By Dr Rory Sullivan

Companies need to respond to climate change – both mitigation (emissions reductions) and adaptation – as a strategic business concern, not simply as an operational issue. From an investment perspective, the ultimate test of a company’s climate change strategy is the extent to which it protects the business over the short-, medium and long-term, through maximising upside opportunities and minimising downside risks.

When we look at those companies that have gone furthest in integrating climate change into their business strategies, it is clear that these companies’ senior management have provided the vision, leadership and direction required to drive the business forward. The senior managers and directors of the companies have a number of characteristics in common:

  • They have a clear understanding of how climate change may affect their business (through regulation, litigation, physical impacts, etc.), over the short-, medium- and long-term.
  • They know what systems and processes the company has in place to respond to climate change, and have a very clear sense of the company’s strengths and weaknesses in this regard.
  • They understand what current best practice among the company’s peers looks like, and how their company compares.
  • They have communicated their personal commitment to action on climate change to their employees and to relevant external stakeholders.
  • They ensure that appropriate risk management systems and processes are in place to protect the company against the consequences of climate change.
  • They ensure that the company’s objectives and strategy are properly aligned with its climate change commitments (and vice-versa!).
  • They ensure that climate change-related risks and opportunities are properly considered in the company’s strategic planning processes and capital expenditures For example, many apply a ‘shadow price of carbon’ when making capital investment decisions to assess the sensitivity of their decisions to changes in the carbon price.  
  • They ensure that key individuals within the organisation are appropriately incentivised to ensure that the organisation’s climate change objectives are met.
  • They immediately and personally react in the event that climate change impacts on the business.
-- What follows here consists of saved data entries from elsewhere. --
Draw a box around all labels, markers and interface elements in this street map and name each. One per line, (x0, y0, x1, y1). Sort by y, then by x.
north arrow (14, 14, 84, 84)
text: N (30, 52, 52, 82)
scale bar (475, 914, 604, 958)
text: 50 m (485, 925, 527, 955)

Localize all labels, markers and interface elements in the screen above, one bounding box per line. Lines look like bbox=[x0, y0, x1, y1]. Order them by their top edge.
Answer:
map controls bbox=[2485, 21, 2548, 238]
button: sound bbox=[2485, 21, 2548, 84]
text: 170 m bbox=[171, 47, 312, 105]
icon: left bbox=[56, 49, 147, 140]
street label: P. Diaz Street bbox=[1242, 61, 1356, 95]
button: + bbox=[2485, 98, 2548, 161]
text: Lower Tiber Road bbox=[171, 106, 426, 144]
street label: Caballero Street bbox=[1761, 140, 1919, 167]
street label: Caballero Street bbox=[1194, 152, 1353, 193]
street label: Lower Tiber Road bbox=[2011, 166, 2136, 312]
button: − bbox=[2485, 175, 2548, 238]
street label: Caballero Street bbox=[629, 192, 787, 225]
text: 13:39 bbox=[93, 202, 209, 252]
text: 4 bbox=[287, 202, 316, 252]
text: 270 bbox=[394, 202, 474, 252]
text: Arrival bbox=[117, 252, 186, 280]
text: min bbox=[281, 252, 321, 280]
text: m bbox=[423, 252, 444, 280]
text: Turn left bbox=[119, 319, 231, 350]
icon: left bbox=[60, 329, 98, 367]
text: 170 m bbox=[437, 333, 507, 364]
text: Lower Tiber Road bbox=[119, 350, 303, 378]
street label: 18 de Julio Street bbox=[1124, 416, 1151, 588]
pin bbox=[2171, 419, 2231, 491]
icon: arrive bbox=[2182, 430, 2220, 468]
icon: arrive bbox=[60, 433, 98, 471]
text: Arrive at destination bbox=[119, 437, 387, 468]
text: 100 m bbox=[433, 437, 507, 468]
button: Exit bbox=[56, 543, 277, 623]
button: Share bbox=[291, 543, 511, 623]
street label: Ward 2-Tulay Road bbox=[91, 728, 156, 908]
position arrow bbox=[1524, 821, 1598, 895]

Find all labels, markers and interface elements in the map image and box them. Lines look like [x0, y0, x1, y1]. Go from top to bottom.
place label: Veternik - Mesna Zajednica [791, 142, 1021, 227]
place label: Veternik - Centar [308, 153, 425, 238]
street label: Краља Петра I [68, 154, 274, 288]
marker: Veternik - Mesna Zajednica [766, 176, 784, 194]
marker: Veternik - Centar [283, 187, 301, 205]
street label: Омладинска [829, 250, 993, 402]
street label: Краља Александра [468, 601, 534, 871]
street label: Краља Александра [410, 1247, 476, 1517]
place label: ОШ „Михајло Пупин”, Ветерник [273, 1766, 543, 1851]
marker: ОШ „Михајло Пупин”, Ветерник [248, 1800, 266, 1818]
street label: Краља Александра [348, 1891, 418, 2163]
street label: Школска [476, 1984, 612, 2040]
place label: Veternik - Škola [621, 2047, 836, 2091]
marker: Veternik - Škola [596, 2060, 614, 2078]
One of the key difficulties that investors face is knowing how committed a company is to effective action on climate change. The lead times between corporate commitments being made and performance outcomes (e.g. emissions reductions, changes in product lines) being seen are often significant, and the links between these corporate commitments and outcomes are often difficult to assess robustly. The list above provides the basis for a series of practical questions that investors can use to assess the depth of company management’s commitment to action on climate change.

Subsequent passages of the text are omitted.